Falling for April Fools and Multitasking – Thoughts from April 1 and 3, 2023

April 1, 2023

It’s April Fools’ Day! Believe nothing I say today unless it sounds too boring to be a joke. I hooked up my dash-cam to look out at the traffic and inside my car. I like everything about it except how fat it makes me look. It’s capturing the video of me accurately and that’s the problem. My fatness, receding hairline, bad posture, and lack of chin are on full display. It’s a cruel trick I played on myself. It wasn’t a surprise. I see myself in the mirror every day. Much of the time, the image I’m seeing is naked. At least in the car, I’m clothed.

April Fools! You thought there was going to be more, but here you are at the end of this Thoughts paper. Fool you later!

April 3, 2023

I’m almost finished listening to a Norm Macdonald autobiography. Actually, it’s only a based on a true story biography. He wrote it, but he makes many things up about his life. It’s funny because he takes it to an absurd level. Most of the time, our real lives need exaggeration to make them more interesting. Eating lunch interrupted me in this paragraph. At lunch, I finished listening to Norm’s book. It was funny all the way through.
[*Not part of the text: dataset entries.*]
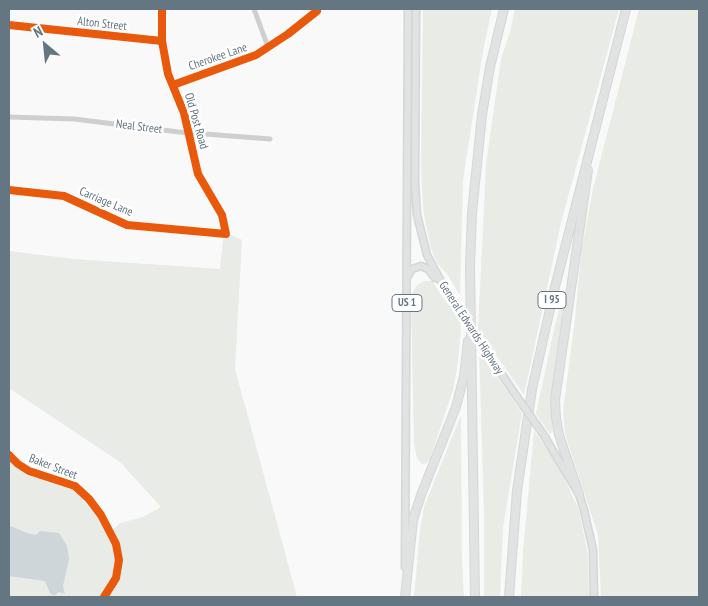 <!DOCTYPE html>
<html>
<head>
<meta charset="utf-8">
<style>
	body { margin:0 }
	#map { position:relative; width:708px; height:606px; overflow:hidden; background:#f9f9f9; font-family:"PT Sans Narrow",sans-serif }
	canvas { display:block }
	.frame { position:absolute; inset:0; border:10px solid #657683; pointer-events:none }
	.north { position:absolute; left:20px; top:20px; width:50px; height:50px; -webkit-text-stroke:4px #fff; paint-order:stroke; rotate:332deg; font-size:14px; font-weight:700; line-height:20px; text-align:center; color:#657683 }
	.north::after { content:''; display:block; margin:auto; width:18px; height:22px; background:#657683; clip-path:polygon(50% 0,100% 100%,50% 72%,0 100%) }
</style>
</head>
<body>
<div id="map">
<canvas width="708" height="606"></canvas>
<div class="frame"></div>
<div class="north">N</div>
</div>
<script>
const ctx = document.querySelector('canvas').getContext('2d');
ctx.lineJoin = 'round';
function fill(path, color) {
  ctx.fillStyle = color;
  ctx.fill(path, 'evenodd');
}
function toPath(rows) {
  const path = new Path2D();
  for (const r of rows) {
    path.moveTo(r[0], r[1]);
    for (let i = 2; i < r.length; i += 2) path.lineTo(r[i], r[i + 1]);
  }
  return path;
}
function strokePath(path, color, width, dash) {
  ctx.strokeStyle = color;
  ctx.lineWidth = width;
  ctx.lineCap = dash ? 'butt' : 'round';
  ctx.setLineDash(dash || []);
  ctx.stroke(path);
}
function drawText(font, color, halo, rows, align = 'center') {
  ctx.font = font + ' "PT Sans Narrow",sans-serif';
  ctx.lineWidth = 5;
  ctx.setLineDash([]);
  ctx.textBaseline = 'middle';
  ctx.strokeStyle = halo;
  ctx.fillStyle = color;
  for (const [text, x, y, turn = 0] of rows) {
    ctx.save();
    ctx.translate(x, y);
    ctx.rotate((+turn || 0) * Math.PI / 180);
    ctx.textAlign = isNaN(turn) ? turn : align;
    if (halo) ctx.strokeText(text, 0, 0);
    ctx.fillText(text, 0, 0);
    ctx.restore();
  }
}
const green = toPath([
	[423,9,492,9,483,51,463,180,460,295,447,274,437,263,431,249,423,209,421,163],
	[515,9,619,9,561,223,524,395,478,329,486,164,501,59,510,32],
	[639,9,699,9,699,597,601,597,598,535,565,434,563,411,575,319,581,253,593,189],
	[231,235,242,240,235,369,297,597,9,597,9,455,18,464,82,491,111,532,120,523,143,517,161,507,120,462,9,388,9,251,74,259,220,269,223,239],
	[424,281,432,281,460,323,461,329,458,363,453,390,430,459,427,463,422,464,417,458,414,443,411,297,416,286],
	[565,293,553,385,551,418,553,432,550,434,536,414,553,334,562,298],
	[479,350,522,413,503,528,500,597,484,597,484,513],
	[460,417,461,417,462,561,464,597,414,597,420,530,424,507],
	[534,431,558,464,579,510,588,555,589,597,521,597,523,552]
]);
const water = toPath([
	[9,524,10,526,27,533,36,535,40,531,59,533,67,546,69,559,63,586,65,594,59,592,54,596,50,593,45,581,9,576]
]);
const minor = toPath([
	[254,9,268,47],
	[9,25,162,41],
	[173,85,256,55,288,34,317,11],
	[9,117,74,119,179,132,270,139],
	[9,190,64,196,127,225,226,234,222,215,198,174,184,113,168,74,162,41,162,9],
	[9,455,18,464,29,471,75,486,89,499,101,515,116,544,119,560,116,578,104,597]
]);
const major = toPath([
	[416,9,415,183,417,215,427,255,453,304],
	[408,276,412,269,421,266,428,269,435,278],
	[491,358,513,391],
	[543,434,579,494,584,510,593,550,594,597],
	[405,567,408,9]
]);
const highway = toPath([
	[579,494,559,435,556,418,555,400,588,170],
	[405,597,413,520,421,495,456,407,464,376,468,341],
	[475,597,470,266,472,213,482,115,490,67,504,9],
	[509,597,517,491,532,389,555,287,626,9]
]);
const majorBridge = toPath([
	[453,304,491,358],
	[513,391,543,434]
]);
const cycleway = toPath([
	[9,25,162,41],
	[173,85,256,55,288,34,317,11],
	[9,190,64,196,127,225,226,234,222,215,198,174,184,113,168,74,162,41,162,9],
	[9,455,18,464,29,471,75,486,89,499,101,515,116,544,119,560,116,578,104,597]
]);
const shields = [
	[552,300,28],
	[407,303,30]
];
const shieldNames = [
	["I 95",552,300],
	["US 1",407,303]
];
const streetNames = [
	["Alton Street",102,24,6],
	["Cherokee Lane",218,57,-19],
	["Old Post Road",196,121,74],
	["Neal Street",139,127,7],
	["Carriage Lane",106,202,23],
	["General Edwards Highway",471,328,57],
	["Baker Street",53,467,21]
];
fill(green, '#e8ebe6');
fill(water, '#ced6d9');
strokePath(major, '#d5d6d7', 9);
strokePath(highway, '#d5d6d6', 10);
strokePath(minor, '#cecfd0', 5);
strokePath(major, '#e1e2e2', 6);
strokePath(highway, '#e1e2e2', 8);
strokePath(majorBridge, '#d5d6d7', 9, []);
strokePath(majorBridge, '#e1e2e2', 6);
strokePath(cycleway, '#e8590c', 8);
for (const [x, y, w] of shields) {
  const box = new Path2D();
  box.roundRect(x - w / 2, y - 8.5, w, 17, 4);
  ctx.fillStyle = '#fff';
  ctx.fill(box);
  strokePath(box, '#657683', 1);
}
drawText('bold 11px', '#657683', null, shieldNames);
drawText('12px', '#657683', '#fff', streetNames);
</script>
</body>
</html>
He died in 2021. It was one day before Patti’s birthday that year. He was born one year before Patti. Because I am the king of transitions, I’m going to talk about Patti in the next paragraph within the context of someone dying who was younger than she is now when he died.

Patti told me she fell beside her truck at work today. She said she fell flat on her face in the dirt. I received this text from Patti and I asked her where she fell. She spent the next few texts basically telling me she told me earlier on the phone. When she told me on the phone, she didn’t make it clear how badly she fell. My concentration was now on how bad the fall was, but she kept concentrating on having told me about it before. Telling her I don’t remember things I hear doesn’t stop her. She continues to tell me about repeating her words. I also reminded her that falling at an older age has more and more consequences. I don’t want her retirement ruined by extended stays in the hospital. She wants to travel, but she can’t go far if she can’t walk. I told her this, but she ignored it. After all, my only goal is to pick on her. That’s how I show my love.

To be honest, Patti talking about falling or hurting herself in some other way is not a rare occurrence. She is clumsy. I could explain how she is in a more nuanced way, but clumsy sums up the problem. She has small feet. That could explain some of it, but it’s definitely not the only reason. From what I’ve seen, her greatest weakness is being in a hurry. She constantly forgets or loses things because her thoughts come quicker than her body can keep up. Multitasking is her regular mode of operation. As I’ve said for many years, multitasking just means you never devote enough energy to any one task. Everything you do distracts you from everything else you’re doing. This is why Patti can never remember the shows we watched together on TV. She listens to the shows, but is actually looking at her laptop most of the time. If we’re watching The Simpsons, she misses half the jokes because they’re visual. This is an excellent example of the difference between us. I have a visual memory and she has an audio one. Ironically, I listen to more audio books and she watches more TV. Go figure.